◆ **What to work on**
Copy out the data below as written; omit any images.

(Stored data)
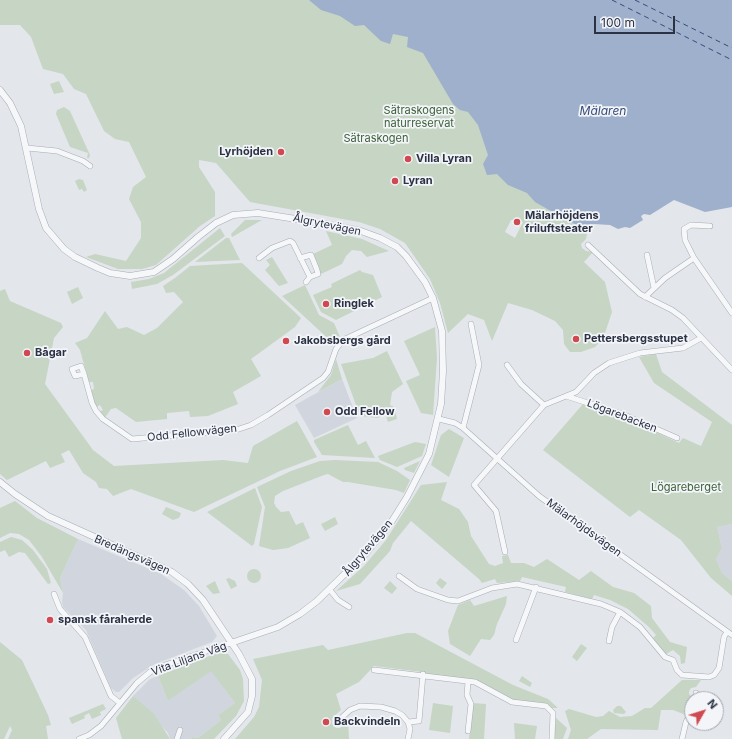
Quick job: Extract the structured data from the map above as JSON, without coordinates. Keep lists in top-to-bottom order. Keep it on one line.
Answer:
{"streets":{"street":["Ålgrytevägen","Lögarebacken","Odd Fellowvägen","Mälarhöjdsvägen","Bredängsvägen","Vita Liljans Väg"]},"crossings":[["Ålgrytevägen","Odd Fellowvägen"],["Ålgrytevägen","Mälarhöjdsvägen"],["Ålgrytevägen","Bredängsvägen"],["Ålgrytevägen","Vita Liljans Väg"],["Bredängsvägen","Vita Liljans Väg"]],"water":["Mälaren"],"parks":["Sätraskogens naturreservat","Sätraskogen","Lögareberget"],"places":["Lyrhöjden","Villa Lyran","Lyran","Mälarhöjdens friluftsteater","Ringlek","Pettersbergsstupet","Jakobsbergs gård","Bågar","Odd Fellow","spansk fåraherde","Backvindeln"],"scale_bar":"100 m","north":"top right"}
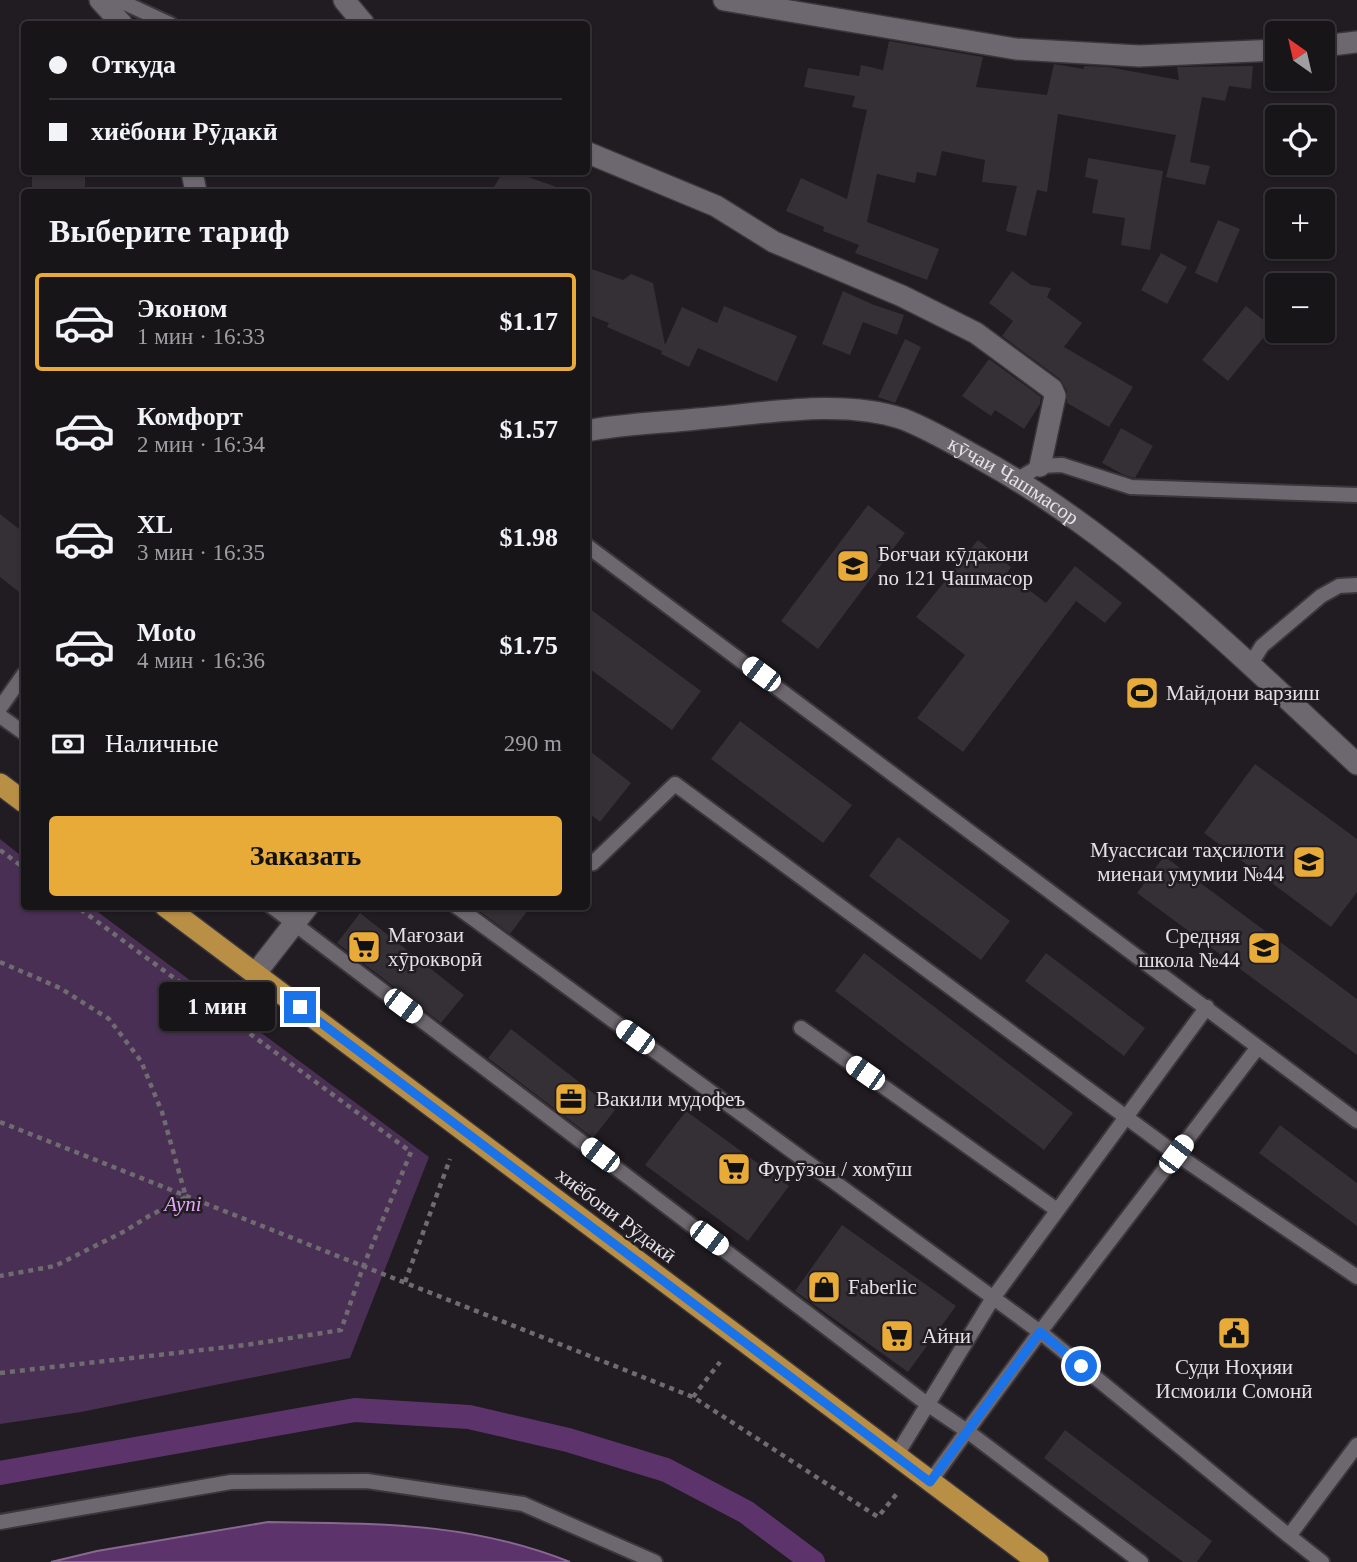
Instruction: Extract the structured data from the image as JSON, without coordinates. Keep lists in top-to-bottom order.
{
  "streets": {
    "highway": ["хиёбони Рӯдакӣ"],
    "street": ["кӯчаи Чашмасор"]
  },
  "parks": ["Ayni"],
  "places": {
    "school or university": ["Боғчаи кӯдакони no 121 Чашмасор", "Муассисаи таҳсилоти миенаи умумии №44", "Средняя школа №44"],
    "sports": ["Майдони варзиш"],
    "supermarket": ["Мағозаи хӯрокворӣ", "Фурӯзон / хомӯш", "Айни"],
    "office": ["Вакили мудофеъ"],
    "shop": ["Faberlic"],
    "public building": ["Суди Ноҳияи Исмоили Сомонӣ"]
  },
  "north": "top left",
  "page": {
    "map_buttons": ["+", "−"],
    "banner": ["Откуда", "хиёбони Рӯдакӣ"],
    "heading": "Выберите тариф",
    "list": [
      {
        "name": "Эконом",
        "note": "1 мин · 16:33",
        "value": "$1.17"
      },
      {
        "name": "Комфорт",
        "note": "2 мин · 16:34",
        "value": "$1.57"
      },
      {
        "name": "XL",
        "note": "3 мин · 16:35",
        "value": "$1.98"
      },
      {
        "name": "Moto",
        "note": "4 мин · 16:36",
        "value": "$1.75"
      }
    ],
    "pay": ["Наличные", "290 m"],
    "buttons": "Заказать",
    "bubble": "1 мин"
  }
}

◆ **Result**
Quick job: Extract the structured data from the map above as JSON, without coordinates. Keep lists in top-to-bottom order. Keep it on one line.
Answer:
{"streets":{"street":["Ålgrytevägen","Lögarebacken","Odd Fellowvägen","Mälarhöjdsvägen","Bredängsvägen","Vita Liljans Väg"]},"crossings":[["Ålgrytevägen","Odd Fellowvägen"],["Ålgrytevägen","Mälarhöjdsvägen"],["Ålgrytevägen","Bredängsvägen"],["Ålgrytevägen","Vita Liljans Väg"],["Bredängsvägen","Vita Liljans Väg"]],"water":["Mälaren"],"parks":["Sätraskogens naturreservat","Sätraskogen","Lögareberget"],"places":["Lyrhöjden","Villa Lyran","Lyran","Mälarhöjdens friluftsteater","Ringlek","Pettersbergsstupet","Jakobsbergs gård","Bågar","Odd Fellow","spansk fåraherde","Backvindeln"],"scale_bar":"100 m","north":"top right"}
Instruction: Extract the structured data from the image as JSON, without coordinates. Keep lists in top-to-bottom order.
{
  "streets": {
    "highway": ["хиёбони Рӯдакӣ"],
    "street": ["кӯчаи Чашмасор"]
  },
  "parks": ["Ayni"],
  "places": {
    "school or university": ["Боғчаи кӯдакони no 121 Чашмасор", "Муассисаи таҳсилоти миенаи умумии №44", "Средняя школа №44"],
    "sports": ["Майдони варзиш"],
    "supermarket": ["Мағозаи хӯрокворӣ", "Фурӯзон / хомӯш", "Айни"],
    "office": ["Вакили мудофеъ"],
    "shop": ["Faberlic"],
    "public building": ["Суди Ноҳияи Исмоили Сомонӣ"]
  },
  "north": "top left",
  "page": {
    "map_buttons": ["+", "−"],
    "banner": ["Откуда", "хиёбони Рӯдакӣ"],
    "heading": "Выберите тариф",
    "list": [
      {
        "name": "Эконом",
        "note": "1 мин · 16:33",
        "value": "$1.17"
      },
      {
        "name": "Комфорт",
        "note": "2 мин · 16:34",
        "value": "$1.57"
      },
      {
        "name": "XL",
        "note": "3 мин · 16:35",
        "value": "$1.98"
      },
      {
        "name": "Moto",
        "note": "4 мин · 16:36",
        "value": "$1.75"
      }
    ],
    "pay": ["Наличные", "290 m"],
    "buttons": "Заказать",
    "bubble": "1 мин"
  }
}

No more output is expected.